I don't know which one scares me more. The countdown or how much I needed those thirty seconds of banter to feel like the world wasn't ending.

I open the file. Start reading. Don't look up.

Seventeen days.

nineteen

Angelina

The smell of coffee hits me before I'm through the doorway.

Morning light spills through the kitchen windows, catching the steam rising from the pot.Cole stands at the stove, but he's not alone. Chesca has pulled a chair over and stands beside him, wooden spoon clutched in both hands like a sacred object.

"Slower." Cole's hand covers hers, guiding the motion through the eggs. "You feel how they're starting to set at the edges? That's when you fold. Gently."

"Like this?" She drags the spoon through with exaggerated care.

"Exactly like that."

Her whole face lights up, that smile she saves for moments when something clicks. "Mamma never lets me help cook."

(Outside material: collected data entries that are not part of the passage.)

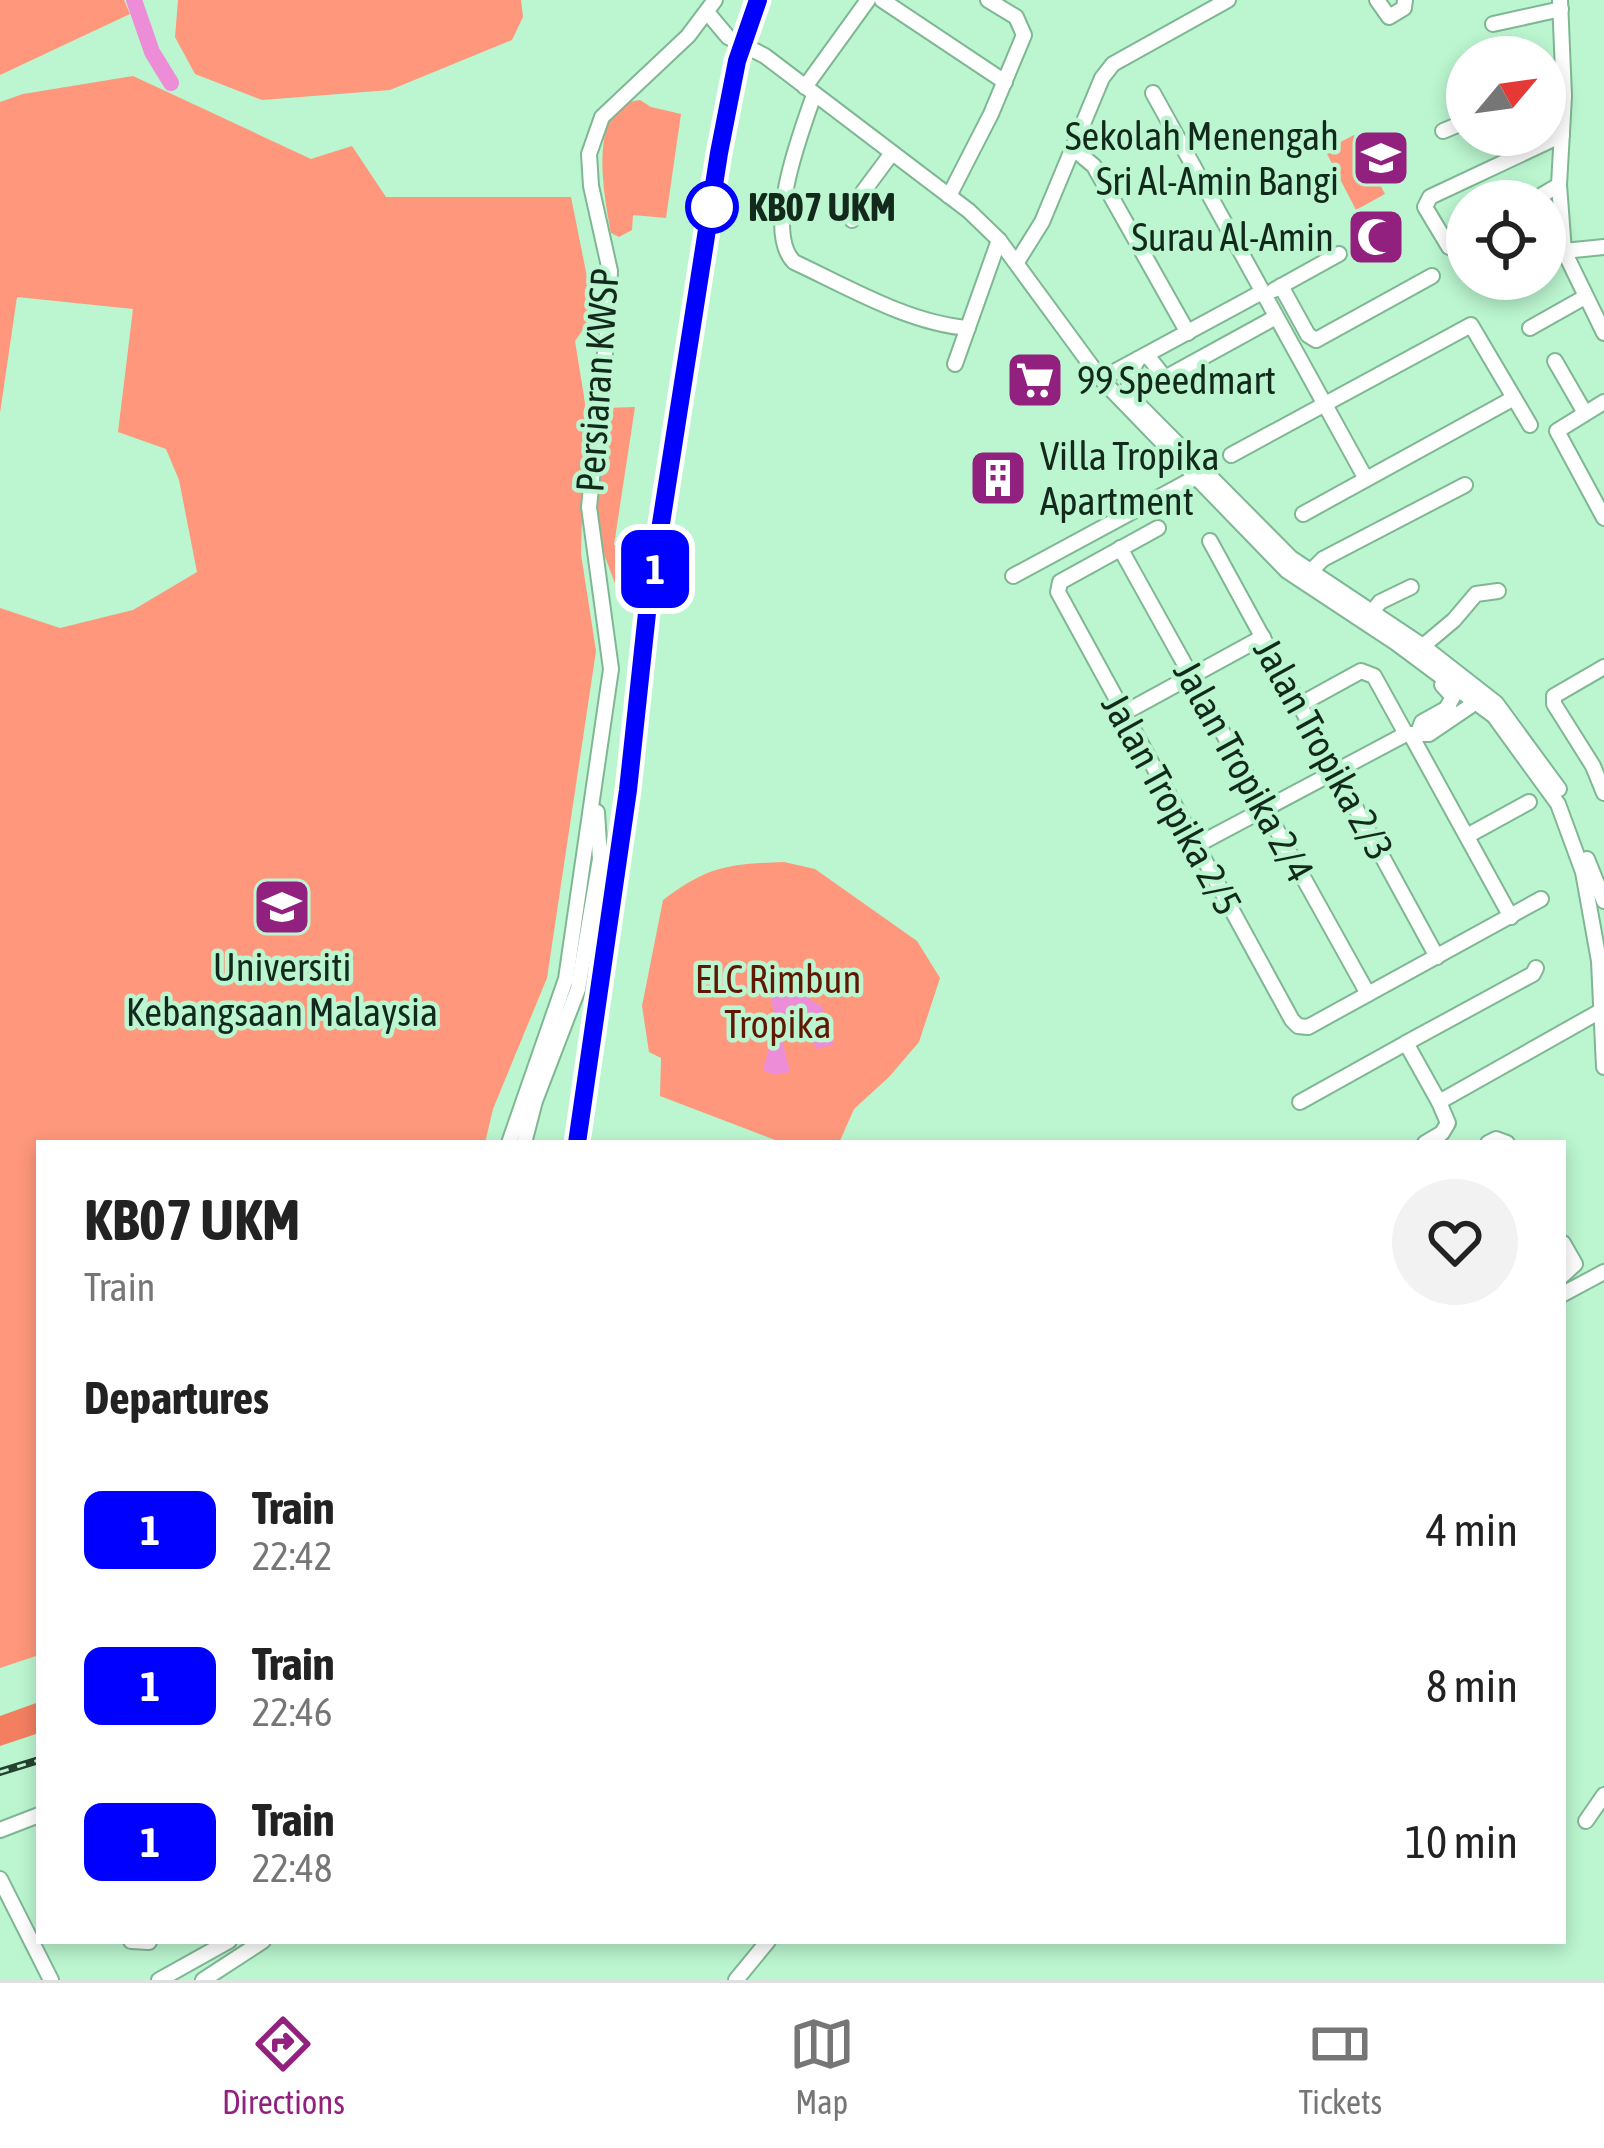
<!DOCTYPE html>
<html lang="en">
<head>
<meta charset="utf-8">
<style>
  body { margin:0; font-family:"Asap Condensed",sans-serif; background:#f2f2f2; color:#222; height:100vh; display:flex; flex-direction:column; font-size:45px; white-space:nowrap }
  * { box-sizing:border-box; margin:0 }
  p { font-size:39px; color:#767676 }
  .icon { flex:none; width:66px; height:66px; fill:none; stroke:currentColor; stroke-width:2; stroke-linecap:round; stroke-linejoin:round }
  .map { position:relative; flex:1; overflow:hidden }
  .details { position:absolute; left:36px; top:1140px; width:1530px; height:804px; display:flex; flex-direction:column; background:#fff; border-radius:0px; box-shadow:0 6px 18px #0003 }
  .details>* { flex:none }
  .badge { padding:0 24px; border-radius:18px; font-size:42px; line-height:78px }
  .needle { width:78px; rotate:61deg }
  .buttons { position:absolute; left:1446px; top:36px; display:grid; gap:24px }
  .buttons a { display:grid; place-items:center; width:120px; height:120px; border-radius:50%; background:#fff; box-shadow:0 6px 18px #0003; font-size:60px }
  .map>.badge { position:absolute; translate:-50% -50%; box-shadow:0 0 0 6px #fff }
  h2 { padding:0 48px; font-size:45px; line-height:108px }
  .round { display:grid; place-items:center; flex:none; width:126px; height:126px; border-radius:63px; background:#f2f2f2 }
  .head { display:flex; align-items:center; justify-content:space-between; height:204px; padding:0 48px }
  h1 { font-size:57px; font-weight:700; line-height:90px }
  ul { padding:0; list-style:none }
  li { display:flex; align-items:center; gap:36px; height:156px; padding:0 48px }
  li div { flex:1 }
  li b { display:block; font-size:45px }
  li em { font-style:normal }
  li .badge { min-width:132px; font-weight:700; text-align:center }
  .dock { display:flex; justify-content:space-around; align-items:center; height:168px; border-top:3px solid #e0e0e0; background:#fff; font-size:33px; color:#767676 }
  .dock a { display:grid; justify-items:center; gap:6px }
  .dock .on { color:#92207f }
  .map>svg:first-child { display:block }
  .green { fill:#fe977b }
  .forest { fill:#f37f60 }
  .water { fill:#ed8cd7 }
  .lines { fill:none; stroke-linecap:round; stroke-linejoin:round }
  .river { stroke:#ed8cd7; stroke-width:16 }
  .minor-casing { stroke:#7fb793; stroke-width:18 }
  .minor { stroke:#fff; stroke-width:14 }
  .rail-casing { stroke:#264231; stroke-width:8 }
  .rail { stroke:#bbf6d0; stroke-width:3; stroke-dasharray:9; stroke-linecap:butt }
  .line-casing { stroke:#fff; stroke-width:27 }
  .line { stroke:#00f; stroke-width:18 }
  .stop-dot { fill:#fff; stroke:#00f; stroke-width:6 }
  .labels { text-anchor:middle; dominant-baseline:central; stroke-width:9; stroke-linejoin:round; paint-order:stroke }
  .poi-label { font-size:39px; fill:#12291b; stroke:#bbf6d0; text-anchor:end }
  .stop-label { font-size:39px; font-weight:bold; fill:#12291b; stroke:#bbf6d0; text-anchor:start }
  .street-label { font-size:39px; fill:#12291b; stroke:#bbf6d0 }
  .park-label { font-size:39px; fill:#601703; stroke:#bbf6d0 }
</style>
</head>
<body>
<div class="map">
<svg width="1604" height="1980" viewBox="0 0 1604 1980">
  <rect width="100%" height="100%" fill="#bbf6d0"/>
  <g class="green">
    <polygon points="0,0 124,0 130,14 0,75"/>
    <polygon points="178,0 521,0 523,17 512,40 390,90 262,100 195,74 175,37"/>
    <polygon points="133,76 311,159 352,146 386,197 571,197 588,282 587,324 575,341 585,403 581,554 596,651 547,978 493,1109 485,1143 39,1143 39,1655 0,1668 0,608 60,628 133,610 197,572 179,480 166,449 118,432 133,309 17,297 0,413 0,102 23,94"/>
    <path d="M640 100 651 107 681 114 666 218 633 215 632 230 619 237 611 233C605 197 585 106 640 100Z"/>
    <polygon points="1354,135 1385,194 1356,210 1325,150"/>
    <polygon points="635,407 614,545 623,548 621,586 617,589 594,527 605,408"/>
    <path d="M784 862 815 869 917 941 940 978 919 1042 889 1077 854 1109 839 1143H783L660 1096 661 1058 649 1052 642 1006 663 900C708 866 729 864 784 862Z"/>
  </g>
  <polygon class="forest" points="39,1702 39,1733 0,1746 0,1716"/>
  <polygon class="water" points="781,974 789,987 823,1007 822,1025 832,1035 833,1045 817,1049 804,1029 791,1030 783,1044 790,1072 774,1075 763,1070 776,1023 769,989 773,976"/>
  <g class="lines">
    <polyline class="river" points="134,0 152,52 171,83"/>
    <g class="minor-casing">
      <g id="minor">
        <polyline points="882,0 1005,82"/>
        <polyline points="1377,0 1389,17 1404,8 1405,0"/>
        <polyline points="1560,0 1564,96 1559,185 1564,251 1604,333"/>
        <polyline points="707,12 728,37 765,56 969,211 999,240 1101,379 1287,571 1396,643 1494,716 1558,804 1583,872 1599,961 1604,1067"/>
        <polyline points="1493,24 1561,9"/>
        <polyline points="805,87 868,0"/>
        <polyline points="1153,93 1366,479"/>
        <path d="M814 95C801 132 763 231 794 262 848 287 908 323 968 328"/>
        <polyline points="1545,119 1562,128"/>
        <polyline points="1443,131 1467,121"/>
        <polyline points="1075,150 1094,166 1188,333"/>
        <polyline points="949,196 991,114 1024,35 1016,17 988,0"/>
        <polyline points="1532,201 1559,185"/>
        <polyline points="852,220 860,196 892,153"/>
        <polyline points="1467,239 1449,247 1425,207 1430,197 1562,135"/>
        <polyline points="1564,251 1604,247"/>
        <polyline points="1017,262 1042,222 1102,78 1113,64 1228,0"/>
        <polyline points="1281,286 1308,335 1316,340 1432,276"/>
        <polyline points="1274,290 1339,254"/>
        <polyline points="1530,328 1585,297"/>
        <polyline points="1147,355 1165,378 1276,317"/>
        <polyline points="1555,361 1585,413"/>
        <polyline points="955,364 999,240"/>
        <polyline points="1101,379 1262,292"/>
        <polyline points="1129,395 1129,376 1138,359"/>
        <polyline points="1136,402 1291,558 1423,646 1496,703 1559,789"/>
        <polyline points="1604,402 1557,431 1604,518"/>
        <polyline points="1231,455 1471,325 1530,425"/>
        <polyline points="1303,514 1514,398"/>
        <polyline points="1158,528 1060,582 1058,592 1292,1020 1298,1026 1308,1027 1541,899"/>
        <polyline points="1210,541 1437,957"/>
        <polyline points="1120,548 1368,994"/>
        <polyline points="1311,571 1323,559 1465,485"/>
        <polyline points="1013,576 1202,474"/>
        <polyline points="1372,612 1380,602 1411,587"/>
        <polyline points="1423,646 1454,620 1476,594 1498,591"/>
        <polyline points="1604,667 1554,696 1554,704 1593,766 1604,793"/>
        <polyline points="1442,685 1453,697 1446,709"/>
        <polyline points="1301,704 1361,671 1374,676 1406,734"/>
        <polyline points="1122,714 1263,637"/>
        <polyline points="1418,733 1422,722 1449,707"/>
        <polyline points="1412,737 1511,917"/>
        <polyline points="1467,836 1529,802"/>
        <polyline points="1195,846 1406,734 1429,734 1485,696"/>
        <polyline points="1587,859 1604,901"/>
        <polyline points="1536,968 1533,974 1406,1043 1439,1102 1604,1009"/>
        <polyline points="1300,1102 1406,1043"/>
        <polyline points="509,1143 566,979 611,669 589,507 608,323 610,271 591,186 589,154 602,117 688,36 715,0"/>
        <polyline points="524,1143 535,1101 578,989 600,859 597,812"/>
        <polyline points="1425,1143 1442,1133 1448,1123 1439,1102"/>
        <polyline points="1488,1143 1496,1139 1507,1143"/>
        <polyline points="1563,1243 1575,1264 1563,1275"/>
        <polyline points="1563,1294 1604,1272"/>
        <polyline points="1586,1821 1604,1795"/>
        <polyline points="0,1830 39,1815"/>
        <polyline points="0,1879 51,1980"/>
        <polyline points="131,1941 149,1942"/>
        <polyline points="159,1980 229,1941"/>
        <polyline points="203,1980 263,1941"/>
        <polyline points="736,1980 768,1941"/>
      </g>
    </g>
    <use href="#minor" class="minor"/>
    <g class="rail-casing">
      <g id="rail">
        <polyline points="581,1143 631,792 651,614 723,154 742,64 764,0"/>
        <polyline points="0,1772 39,1760"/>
      </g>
    </g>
    <use href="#rail" class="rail"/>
  </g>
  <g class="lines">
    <g class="line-casing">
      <polyline id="line" points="577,1143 628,790 647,613 719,153 737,61 758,0"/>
    </g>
    <use href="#line" class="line"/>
  </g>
  <defs>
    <g id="school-square" transform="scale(3)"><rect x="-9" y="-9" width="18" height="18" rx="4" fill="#92207f" stroke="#bbf6d0"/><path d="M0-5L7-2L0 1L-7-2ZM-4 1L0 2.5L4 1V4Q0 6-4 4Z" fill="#fff"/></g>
    <g id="mosque-square" transform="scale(3)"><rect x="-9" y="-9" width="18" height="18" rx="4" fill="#92207f" stroke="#bbf6d0"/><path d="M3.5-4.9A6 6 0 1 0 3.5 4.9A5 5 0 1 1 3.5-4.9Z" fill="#fff"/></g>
    <g id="supermarket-square" transform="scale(3)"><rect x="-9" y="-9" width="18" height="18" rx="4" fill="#92207f" stroke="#bbf6d0"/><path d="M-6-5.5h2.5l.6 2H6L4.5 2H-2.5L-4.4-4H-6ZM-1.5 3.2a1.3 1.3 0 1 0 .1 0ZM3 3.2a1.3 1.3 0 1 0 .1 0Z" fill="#fff"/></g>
    <g id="building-square" transform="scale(3)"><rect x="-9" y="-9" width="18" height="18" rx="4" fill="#92207f" stroke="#bbf6d0"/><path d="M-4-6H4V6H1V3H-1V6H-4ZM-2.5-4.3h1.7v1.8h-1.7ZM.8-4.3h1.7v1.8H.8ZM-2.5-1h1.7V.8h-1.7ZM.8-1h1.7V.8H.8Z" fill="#fff"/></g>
    <g id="university-square" transform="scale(3)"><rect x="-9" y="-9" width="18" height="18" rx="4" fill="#92207f" stroke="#bbf6d0"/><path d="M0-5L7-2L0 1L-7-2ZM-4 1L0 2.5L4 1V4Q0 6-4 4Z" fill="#fff"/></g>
  </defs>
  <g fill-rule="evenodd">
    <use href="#school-square" x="1381" y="158"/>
    <use href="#mosque-square" x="1376" y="237"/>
    <use href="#supermarket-square" x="1035" y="380"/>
    <use href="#building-square" x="998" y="478"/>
    <use href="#university-square" x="282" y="907"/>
  </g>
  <circle class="stop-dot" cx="712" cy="207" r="24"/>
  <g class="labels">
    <g class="poi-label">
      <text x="1339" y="136">Sekolah Menengah<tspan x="1339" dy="45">Sri Al-Amin Bangi</tspan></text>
      <text x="1334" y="237">Surau Al-Amin</text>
      <text x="1077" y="380" text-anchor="start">99 Speedmart</text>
      <text x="1040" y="456" text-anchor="start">Villa Tropika<tspan x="1040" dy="45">Apartment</tspan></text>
      <text x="282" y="967" text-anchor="middle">Universiti<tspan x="282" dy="45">Kebangsaan Malaysia</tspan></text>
    </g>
    <g class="stop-label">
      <text x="748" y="207">KB07 UKM</text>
    </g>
    <g class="street-label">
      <text transform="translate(597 380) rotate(-86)">Persiaran KWSP</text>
      <text transform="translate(1324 749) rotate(61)">Jalan Tropika 2/3</text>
      <text transform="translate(1244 771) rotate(61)">Jalan Tropika 2/4</text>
      <text transform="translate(1172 804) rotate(61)">Jalan Tropika 2/5</text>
    </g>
    <g class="park-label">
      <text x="778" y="979">ELC Rimbun<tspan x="778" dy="45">Tropika</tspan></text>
    </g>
  </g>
</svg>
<div class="buttons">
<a><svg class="needle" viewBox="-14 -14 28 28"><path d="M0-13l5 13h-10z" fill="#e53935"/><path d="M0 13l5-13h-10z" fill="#767676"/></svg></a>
<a><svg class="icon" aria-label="locate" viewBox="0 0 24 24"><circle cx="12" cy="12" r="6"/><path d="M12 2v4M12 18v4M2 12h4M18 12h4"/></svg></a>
</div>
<b class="badge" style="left:655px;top:569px;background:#00f;color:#fff">1</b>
<section class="details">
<div class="head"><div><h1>KB07 UKM</h1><p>Train</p></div><a class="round"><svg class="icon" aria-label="heart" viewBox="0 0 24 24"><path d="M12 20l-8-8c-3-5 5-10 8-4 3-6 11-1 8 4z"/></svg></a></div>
<h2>Departures</h2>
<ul>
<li><span class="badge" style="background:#00f;color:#fff">1</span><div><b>Train</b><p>22:42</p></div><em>4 min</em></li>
<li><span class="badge" style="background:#00f;color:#fff">1</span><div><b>Train</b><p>22:46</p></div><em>8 min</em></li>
<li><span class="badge" style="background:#00f;color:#fff">1</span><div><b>Train</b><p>22:48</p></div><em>10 min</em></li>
</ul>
</section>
</div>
<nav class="dock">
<a class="on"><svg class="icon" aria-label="directions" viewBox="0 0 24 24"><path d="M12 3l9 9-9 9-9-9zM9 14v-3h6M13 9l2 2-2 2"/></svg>Directions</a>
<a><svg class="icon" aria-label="map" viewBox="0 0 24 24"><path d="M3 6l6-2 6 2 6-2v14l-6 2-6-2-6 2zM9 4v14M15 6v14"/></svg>Map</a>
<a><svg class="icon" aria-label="tickets" viewBox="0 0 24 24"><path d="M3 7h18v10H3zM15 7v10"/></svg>Tickets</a>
</nav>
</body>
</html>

The St. Christopher medal presses cold through my shirt. Three hours of sleep last night, maybe four. Two more judges added to the death count since Tuesday. And my daughter stands at the stove like the world isn't burning down around us.

Give her normal. That's your job. Give her normal even when nothing is.

"Mamma just doesn't have time to teach you properly." I lean against the doorframe, watching them. "Mamma's eggs come out of a carton most days."

"They're rubbery," Chesca announces, still stirring with Cole's hand guiding hers.

"Traitor."

She giggles, and Cole's mouth curves into an actual smile. Rare and unguarded, the kind that transforms his whole face when he forgets to keep his walls up.

Something tight in my chest loosens just a little.

Two weeks ago I was scrambling to get dinner on the table after twelve-hour days. Now there's coffee waiting and someone teaching my daughter to cook like it's the most natural thing in the world.

Don't get used to this. Don't let her get used to this. He could leave. People leave.

"Almost done." Cole removes his hand, lets her finish alone. "Now we turn off the heat and let them sit. The pan stays hot, so they'll finish cooking without getting overdone."

Chesca nods solemnly, like he's imparting state secrets.